SINGAPORE - The 184 member nations of the International Monetary Fund (IMF) formally approved on Monday a proposal to increase the voting shares slightly of China, South Korea and two other developing countries - but critics say the changes are cosmetic.

The IMF move, which received more than 90% approval, appears to be part of the six-decade-old global financial institution's attempt to reinvent itself amid strong civil-society criticism and a



looming budgetary crisis.

Earlier in the day, a group of 13 accredited activists created a stir when they staged a protest against IMF loan conditionalities inside Singapore's Suntec Convention Center, this year's venue for the annual meetings of the boards of governors of the IMF and the World Bank.

The International Monetary and Financial Committee (IMFC) of the IMF board of governors had stressed the importance of its "quota and voice reforms" in a communique after its meeting on Sunday. The first stage grants four countries - China, South Korea, Mexico and Turkey - a small increase in their voting power despite opposition from 23 developing nations, which fear that their own voices will be drowned out even further.

A second stage would see further small adjustments in the voting share of other emerging economies and poorer nations by early 2008. The move, said the IMFC, would make significant progress in "realigning quota shares with members' relative positions in the world economy" and "in enhancing the participation of low-income countries in the IMF". But critics say the four countries will get only an additional 1.8% in voting power and rich nations will still control the IMF.

Ministers from the G24, a group of developing nations, argue that reforms must include an early and substantial increase - at least a tripling - in basic votes (which reflects the equality of states) and a new quota formula that accurately reflects the relative size of developing countries in the world economy.

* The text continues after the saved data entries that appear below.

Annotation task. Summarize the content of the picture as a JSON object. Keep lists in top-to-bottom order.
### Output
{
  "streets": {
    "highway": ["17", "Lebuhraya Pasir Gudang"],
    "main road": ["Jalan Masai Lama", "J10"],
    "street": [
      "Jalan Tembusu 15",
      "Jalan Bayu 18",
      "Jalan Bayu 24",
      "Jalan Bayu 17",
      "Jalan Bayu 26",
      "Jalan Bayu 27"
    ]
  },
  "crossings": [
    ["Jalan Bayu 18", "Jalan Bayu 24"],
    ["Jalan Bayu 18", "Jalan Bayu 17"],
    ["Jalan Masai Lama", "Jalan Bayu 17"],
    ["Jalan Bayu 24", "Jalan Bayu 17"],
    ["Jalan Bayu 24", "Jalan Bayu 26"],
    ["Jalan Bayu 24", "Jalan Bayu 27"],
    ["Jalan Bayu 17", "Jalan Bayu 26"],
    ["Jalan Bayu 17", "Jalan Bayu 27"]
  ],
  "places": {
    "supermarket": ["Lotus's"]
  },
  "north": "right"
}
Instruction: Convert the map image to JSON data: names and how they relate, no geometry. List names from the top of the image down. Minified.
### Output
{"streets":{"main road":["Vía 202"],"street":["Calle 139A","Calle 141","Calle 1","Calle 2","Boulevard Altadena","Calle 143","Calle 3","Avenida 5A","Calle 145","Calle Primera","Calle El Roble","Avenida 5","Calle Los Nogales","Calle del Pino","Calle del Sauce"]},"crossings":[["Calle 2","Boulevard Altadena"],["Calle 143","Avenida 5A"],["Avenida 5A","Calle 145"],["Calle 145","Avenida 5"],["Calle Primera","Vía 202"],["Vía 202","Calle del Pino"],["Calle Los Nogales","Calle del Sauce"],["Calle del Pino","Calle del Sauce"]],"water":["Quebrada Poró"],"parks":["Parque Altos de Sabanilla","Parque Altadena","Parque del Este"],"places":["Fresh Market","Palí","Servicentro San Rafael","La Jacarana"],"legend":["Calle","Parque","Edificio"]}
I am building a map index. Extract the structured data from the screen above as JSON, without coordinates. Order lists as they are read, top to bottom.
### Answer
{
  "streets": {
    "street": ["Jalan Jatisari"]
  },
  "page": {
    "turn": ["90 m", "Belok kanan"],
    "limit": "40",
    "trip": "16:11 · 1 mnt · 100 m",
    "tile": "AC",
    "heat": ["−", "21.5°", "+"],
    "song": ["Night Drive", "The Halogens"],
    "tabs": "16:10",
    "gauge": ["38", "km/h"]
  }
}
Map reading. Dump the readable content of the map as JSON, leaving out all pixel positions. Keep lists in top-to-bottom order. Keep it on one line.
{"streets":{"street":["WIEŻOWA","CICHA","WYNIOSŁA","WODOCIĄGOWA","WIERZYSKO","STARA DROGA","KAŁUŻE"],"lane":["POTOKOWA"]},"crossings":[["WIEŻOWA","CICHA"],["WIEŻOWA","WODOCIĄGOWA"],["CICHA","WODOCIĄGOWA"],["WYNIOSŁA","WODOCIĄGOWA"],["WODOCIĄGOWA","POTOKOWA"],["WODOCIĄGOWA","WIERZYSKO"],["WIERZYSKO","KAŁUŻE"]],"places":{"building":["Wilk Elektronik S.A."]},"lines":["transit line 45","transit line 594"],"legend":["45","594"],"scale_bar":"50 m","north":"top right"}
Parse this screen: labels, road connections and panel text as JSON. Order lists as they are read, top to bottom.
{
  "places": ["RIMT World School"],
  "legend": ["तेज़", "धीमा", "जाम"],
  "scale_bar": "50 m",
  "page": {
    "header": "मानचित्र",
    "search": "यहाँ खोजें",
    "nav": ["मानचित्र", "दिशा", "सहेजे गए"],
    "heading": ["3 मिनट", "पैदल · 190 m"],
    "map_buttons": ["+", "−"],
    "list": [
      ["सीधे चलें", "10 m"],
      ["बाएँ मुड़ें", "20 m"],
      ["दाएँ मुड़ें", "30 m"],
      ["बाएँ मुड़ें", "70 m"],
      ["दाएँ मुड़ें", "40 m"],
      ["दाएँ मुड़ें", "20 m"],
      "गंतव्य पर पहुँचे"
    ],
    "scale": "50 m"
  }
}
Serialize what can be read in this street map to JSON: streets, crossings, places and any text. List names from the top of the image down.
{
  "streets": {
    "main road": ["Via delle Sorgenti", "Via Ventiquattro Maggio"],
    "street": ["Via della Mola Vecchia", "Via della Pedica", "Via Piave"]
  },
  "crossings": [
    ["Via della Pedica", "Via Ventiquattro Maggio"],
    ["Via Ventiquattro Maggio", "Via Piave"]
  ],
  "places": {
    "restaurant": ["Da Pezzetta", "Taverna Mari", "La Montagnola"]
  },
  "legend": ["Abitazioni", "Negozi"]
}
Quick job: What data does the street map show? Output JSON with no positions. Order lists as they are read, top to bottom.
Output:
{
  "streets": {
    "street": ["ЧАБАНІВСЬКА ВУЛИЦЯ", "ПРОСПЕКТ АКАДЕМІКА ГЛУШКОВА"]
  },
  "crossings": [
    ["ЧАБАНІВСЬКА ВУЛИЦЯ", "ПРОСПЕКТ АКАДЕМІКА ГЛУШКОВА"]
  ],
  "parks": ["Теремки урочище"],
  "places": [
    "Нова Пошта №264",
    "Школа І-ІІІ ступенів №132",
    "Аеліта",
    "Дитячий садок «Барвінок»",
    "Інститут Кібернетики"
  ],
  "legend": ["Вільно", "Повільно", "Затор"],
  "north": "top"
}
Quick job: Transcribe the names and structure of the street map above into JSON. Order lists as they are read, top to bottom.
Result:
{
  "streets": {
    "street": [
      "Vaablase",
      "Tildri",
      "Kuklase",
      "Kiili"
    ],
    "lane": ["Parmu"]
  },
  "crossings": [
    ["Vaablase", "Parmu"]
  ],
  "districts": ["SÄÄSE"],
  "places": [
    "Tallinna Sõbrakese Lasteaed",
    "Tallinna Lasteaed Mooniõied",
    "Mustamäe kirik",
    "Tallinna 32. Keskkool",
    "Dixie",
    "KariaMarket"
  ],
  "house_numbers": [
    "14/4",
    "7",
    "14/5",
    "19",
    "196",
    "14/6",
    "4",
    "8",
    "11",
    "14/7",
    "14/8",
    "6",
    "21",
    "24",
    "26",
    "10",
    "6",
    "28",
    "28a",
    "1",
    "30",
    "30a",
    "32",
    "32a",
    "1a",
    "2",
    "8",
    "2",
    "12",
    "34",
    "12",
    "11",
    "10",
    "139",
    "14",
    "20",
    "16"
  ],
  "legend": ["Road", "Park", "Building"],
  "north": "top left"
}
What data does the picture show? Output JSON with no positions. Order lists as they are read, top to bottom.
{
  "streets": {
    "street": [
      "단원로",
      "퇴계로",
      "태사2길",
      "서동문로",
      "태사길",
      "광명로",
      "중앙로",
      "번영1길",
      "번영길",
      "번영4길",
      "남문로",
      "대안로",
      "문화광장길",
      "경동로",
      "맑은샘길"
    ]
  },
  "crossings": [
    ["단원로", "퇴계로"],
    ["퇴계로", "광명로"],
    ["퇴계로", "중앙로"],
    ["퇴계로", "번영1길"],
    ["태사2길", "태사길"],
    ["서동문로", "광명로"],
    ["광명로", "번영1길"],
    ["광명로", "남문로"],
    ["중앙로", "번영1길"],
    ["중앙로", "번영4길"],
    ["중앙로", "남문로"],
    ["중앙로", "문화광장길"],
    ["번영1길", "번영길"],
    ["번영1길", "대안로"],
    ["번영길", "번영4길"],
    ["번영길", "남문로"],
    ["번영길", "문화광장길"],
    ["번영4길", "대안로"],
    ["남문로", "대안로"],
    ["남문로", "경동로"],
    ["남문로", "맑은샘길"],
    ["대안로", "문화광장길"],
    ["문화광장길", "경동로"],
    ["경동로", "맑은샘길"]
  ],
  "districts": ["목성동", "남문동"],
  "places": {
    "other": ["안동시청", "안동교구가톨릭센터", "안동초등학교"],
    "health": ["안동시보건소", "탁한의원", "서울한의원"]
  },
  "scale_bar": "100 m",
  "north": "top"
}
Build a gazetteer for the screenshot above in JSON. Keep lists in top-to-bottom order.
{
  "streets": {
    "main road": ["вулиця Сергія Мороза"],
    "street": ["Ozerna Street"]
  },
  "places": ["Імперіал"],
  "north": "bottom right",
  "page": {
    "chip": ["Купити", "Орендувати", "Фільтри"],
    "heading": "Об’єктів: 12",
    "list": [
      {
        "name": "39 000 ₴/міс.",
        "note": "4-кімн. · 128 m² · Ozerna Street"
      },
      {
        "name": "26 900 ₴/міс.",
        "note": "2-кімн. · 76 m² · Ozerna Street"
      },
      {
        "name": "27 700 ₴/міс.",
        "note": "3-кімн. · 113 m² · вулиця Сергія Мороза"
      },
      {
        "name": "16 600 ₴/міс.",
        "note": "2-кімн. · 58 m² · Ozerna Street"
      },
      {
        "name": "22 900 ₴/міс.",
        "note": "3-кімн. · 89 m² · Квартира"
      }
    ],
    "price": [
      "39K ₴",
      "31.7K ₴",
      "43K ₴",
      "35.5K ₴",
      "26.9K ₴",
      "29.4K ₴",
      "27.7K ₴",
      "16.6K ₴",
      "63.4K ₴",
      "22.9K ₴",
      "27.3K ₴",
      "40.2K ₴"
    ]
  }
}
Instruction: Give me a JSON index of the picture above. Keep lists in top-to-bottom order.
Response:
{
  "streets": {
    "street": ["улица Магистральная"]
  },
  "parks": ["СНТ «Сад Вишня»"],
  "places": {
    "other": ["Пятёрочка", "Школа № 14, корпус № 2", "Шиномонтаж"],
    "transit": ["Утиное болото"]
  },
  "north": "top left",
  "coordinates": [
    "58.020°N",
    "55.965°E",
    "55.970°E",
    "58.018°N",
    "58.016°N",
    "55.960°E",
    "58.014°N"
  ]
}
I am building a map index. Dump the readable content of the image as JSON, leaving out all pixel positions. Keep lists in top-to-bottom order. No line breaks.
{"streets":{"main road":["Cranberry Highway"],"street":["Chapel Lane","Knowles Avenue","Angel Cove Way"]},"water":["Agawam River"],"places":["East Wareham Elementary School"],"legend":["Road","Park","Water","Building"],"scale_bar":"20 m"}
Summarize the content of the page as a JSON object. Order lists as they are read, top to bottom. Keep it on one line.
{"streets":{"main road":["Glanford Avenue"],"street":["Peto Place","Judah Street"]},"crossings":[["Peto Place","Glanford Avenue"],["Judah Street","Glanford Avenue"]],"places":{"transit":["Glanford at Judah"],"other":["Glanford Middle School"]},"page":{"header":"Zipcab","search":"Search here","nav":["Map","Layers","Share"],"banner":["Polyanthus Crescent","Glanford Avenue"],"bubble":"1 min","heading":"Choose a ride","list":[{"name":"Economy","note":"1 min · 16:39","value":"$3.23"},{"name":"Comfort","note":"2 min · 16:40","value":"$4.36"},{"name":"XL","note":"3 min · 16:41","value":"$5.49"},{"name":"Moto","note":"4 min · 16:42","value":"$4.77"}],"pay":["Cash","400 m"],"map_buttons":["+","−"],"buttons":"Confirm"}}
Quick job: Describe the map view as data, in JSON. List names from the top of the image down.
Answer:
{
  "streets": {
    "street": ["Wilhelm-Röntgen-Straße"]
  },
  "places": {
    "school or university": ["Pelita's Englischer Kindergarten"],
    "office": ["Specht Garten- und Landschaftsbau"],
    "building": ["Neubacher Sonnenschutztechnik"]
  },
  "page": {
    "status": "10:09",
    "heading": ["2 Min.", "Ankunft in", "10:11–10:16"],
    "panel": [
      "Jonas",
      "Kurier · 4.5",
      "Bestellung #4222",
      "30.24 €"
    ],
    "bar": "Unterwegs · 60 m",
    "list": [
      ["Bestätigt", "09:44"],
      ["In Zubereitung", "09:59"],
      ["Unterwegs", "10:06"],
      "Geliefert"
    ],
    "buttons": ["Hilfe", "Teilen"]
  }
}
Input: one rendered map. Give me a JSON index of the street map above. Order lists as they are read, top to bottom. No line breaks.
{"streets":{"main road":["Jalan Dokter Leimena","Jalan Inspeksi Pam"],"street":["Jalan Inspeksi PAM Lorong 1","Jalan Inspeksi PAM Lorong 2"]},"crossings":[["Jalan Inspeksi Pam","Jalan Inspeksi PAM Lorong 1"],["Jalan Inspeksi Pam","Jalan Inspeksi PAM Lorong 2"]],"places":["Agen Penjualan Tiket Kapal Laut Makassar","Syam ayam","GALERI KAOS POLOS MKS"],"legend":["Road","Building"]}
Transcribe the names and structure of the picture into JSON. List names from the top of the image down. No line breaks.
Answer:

Activists say the minor tinkering masks the fact that the IMF and the World Bank are both facing serious crises. The IMF, they say, faces a crisis of legitimacy in the aftermath of the East Asian financial crisis. Its policies were blamed for liberalizing capital controls, making it easier for "hot" money to flow into the region and just as quickly flee at the hint of bad news.

IMF rescue packages led to cuts in government spending, removal of crucial subsidies, and a slowdown in the crisis economies, hurting the poor. With the Russian financial collapse in 1998 and the economic disintegration of Argentina - a poster boy for failed IMF policies - in 2002, the crisis of legitimacy deepened. This, in turn, contributed to an ongoing IMF budget crisis as borrower nations such as Thailand and Indonesia paid up their loans and ended their loan agreements, or declared independence from the fund. Other developing countries are shunning new IMF loans for fear of the neo-liberal conditions attached to them.

The World Bank also faces a budgetary crisis after a sharp drop in income from borrowers' fees and bank investments.

Now the IMF is trying to reinvent itself as an organization that can tackle global trade "imbalances". The focus of the IMF in future is not just crisis resolution, but also crisis prevention, and the vehicle will be the multilateral surveillance mechanisms, said British Chancellor of the Exchequer Gordon Brown, chairman of the IMFC, at a press conference on Sunday. Brown said the IMFC was united in expressing deep regret over the suspension of World Trade Organization (WTO) negotiations, "but we went on to urge all nations and all members of the WTO to resist protectionist calls".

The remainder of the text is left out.